Aujourd'hui ce sera différent, en tout cas je l'espère.
J'ouvre la porte d'entrée et, malheureusement je la retrouve avachie sur le canapé comme à son habitude.

Comme toujours les volets sont fermés et la seule source de lumière dans la pièce provient du poste de télévision. Rien ne va dans le monde, rien ne va dans cet appartement, rien ne va non plus chez la voisine du 3B qui vient de perdre son fils, rien ne va nul part. Mais ça le monde s'en cogne, le monde se fiche de savoir que des gens meurent de faim, il se fiche de savoir que ma mère n'est qu'une alcoolique et il fiche encore plus de savoir qu'hier soir le fils de la voisine est mort sous les coups de son père. Le monde est égoïste.

Il est seize heures mais dans cet appartement c'est comme si le temps n'existait pas.

« - Tu as passé une bonne journée ma chérie?
- J'ai connu mieux, et toi? »

Je rêve de ce genre de banales interactions, qu'elle me demande si j'ai bien mangé à midi ou même qu'elle me dispute parce que je rentre avec trente minutes de retard.
Je demande seulement qu'elle m'adresse la parole pour autre chose que pour de me demander de lui apporter une autre bouteille.

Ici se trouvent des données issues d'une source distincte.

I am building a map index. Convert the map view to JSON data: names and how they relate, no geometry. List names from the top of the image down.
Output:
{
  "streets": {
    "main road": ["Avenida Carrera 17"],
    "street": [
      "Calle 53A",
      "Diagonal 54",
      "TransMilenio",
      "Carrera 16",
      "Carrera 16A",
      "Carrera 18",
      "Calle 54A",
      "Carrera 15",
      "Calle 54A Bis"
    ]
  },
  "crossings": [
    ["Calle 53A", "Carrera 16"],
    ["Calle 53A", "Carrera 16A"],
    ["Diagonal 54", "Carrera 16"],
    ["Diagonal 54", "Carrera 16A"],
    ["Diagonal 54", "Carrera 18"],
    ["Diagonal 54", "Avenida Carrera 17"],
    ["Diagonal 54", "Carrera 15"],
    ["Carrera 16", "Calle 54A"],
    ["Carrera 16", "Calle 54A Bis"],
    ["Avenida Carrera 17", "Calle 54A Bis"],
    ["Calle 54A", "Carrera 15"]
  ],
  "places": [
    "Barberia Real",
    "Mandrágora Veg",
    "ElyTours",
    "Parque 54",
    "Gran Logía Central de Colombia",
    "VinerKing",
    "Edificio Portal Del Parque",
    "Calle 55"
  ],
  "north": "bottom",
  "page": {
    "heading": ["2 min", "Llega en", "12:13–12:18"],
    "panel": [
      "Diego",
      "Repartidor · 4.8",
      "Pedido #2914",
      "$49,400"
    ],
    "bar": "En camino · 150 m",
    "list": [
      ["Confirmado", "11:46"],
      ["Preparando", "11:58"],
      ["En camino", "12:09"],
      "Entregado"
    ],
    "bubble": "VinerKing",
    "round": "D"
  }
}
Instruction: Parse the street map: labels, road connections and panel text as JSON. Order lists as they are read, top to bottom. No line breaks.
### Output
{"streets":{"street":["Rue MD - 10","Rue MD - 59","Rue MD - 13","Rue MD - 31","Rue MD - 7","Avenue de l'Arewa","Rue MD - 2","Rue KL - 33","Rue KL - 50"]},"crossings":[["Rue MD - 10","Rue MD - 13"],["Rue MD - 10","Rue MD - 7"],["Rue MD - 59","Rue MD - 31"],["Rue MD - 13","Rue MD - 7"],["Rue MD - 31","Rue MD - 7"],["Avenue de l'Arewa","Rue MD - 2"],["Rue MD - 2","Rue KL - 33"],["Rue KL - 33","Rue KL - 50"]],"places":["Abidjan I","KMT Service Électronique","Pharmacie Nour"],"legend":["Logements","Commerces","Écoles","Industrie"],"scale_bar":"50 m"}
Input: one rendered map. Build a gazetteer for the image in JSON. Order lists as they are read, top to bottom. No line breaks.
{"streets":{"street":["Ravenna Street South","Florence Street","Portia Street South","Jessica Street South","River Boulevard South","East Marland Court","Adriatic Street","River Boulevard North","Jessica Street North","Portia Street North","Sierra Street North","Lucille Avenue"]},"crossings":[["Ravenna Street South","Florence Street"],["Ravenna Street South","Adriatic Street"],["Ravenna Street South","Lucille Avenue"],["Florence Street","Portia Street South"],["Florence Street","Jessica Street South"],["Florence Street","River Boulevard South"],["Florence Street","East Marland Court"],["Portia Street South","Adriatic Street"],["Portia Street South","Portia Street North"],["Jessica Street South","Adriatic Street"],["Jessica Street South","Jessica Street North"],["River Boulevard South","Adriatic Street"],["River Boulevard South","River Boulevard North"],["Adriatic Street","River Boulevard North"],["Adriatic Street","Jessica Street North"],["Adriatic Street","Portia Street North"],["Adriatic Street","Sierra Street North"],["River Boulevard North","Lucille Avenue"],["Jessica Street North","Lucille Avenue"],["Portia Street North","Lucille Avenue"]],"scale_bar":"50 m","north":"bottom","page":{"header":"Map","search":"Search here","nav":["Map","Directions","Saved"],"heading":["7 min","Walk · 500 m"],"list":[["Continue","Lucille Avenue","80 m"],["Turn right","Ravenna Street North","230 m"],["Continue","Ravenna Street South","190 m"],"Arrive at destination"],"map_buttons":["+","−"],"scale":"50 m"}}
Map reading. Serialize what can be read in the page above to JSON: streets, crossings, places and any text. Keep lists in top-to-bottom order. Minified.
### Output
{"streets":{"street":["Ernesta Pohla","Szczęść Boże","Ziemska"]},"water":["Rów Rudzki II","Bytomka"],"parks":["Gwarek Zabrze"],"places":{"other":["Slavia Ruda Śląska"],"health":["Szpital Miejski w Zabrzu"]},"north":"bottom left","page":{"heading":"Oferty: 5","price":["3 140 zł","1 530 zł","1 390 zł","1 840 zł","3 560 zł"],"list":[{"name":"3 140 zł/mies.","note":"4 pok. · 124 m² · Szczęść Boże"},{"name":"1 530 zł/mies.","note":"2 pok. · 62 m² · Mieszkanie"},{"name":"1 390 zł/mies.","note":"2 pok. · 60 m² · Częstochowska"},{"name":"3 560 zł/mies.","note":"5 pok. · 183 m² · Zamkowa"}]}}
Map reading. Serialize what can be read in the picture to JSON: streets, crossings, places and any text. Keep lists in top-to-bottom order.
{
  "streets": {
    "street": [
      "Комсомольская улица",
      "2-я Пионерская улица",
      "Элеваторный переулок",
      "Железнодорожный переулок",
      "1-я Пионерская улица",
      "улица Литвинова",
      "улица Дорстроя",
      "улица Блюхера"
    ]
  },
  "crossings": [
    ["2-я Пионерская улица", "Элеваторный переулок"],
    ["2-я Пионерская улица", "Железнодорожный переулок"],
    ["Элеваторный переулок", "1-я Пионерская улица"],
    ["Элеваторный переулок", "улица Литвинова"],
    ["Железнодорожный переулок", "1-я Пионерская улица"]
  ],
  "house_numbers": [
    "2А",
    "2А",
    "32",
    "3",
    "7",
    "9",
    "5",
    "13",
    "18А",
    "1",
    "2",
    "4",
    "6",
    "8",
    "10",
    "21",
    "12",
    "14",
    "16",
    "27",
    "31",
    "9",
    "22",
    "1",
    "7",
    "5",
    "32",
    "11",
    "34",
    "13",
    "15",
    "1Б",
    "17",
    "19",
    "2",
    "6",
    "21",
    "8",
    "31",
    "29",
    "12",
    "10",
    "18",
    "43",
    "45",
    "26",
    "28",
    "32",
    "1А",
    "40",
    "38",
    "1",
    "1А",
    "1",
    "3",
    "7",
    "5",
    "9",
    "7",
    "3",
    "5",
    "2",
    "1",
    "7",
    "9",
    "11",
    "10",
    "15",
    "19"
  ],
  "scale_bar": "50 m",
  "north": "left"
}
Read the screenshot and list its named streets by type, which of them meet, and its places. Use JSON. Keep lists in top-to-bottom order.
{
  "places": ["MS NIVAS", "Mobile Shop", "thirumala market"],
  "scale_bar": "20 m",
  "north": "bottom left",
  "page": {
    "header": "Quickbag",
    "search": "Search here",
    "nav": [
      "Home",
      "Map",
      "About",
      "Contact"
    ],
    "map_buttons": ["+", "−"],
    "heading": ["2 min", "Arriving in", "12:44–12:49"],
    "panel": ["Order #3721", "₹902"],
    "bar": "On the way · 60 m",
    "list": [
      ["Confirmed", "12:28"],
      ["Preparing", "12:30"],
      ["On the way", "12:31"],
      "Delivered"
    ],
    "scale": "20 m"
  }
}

À la place des mots doux et réconfortants que je désire tant j'ai le droit à un regard fuyant, peut-être se sent-elle honteuse? Ou peut-être qu'elle aurait préféré que comme papa je ne revienne jamais? Peut-être que tout serait plus simple si comme lui je l'avais abandonnée?

Papa est parti il y a quelques années, je n'ai pas tout de suite compris, personne ne m'a expliqué. Maman pleurait et moi j'attendais, j'attendais que papa ouvre cette porte, j'attendais qu'il revienne nous prendre dans ses bras, qu'il me murmure à l'oreille que tout redeviendra comme avant, que jamais plus il ne partirait.
Mais ça n'est pas arrivé, et ça n'arrivera jamais, je l'ai compris quand j'ai grandis. J'ai compris que papa n'était rien de plus qu'un égoïste qui ne supportait pas que sa femme ne puisse plus enfanter. En résumé, maman est tombé malade et papa s'en est allé.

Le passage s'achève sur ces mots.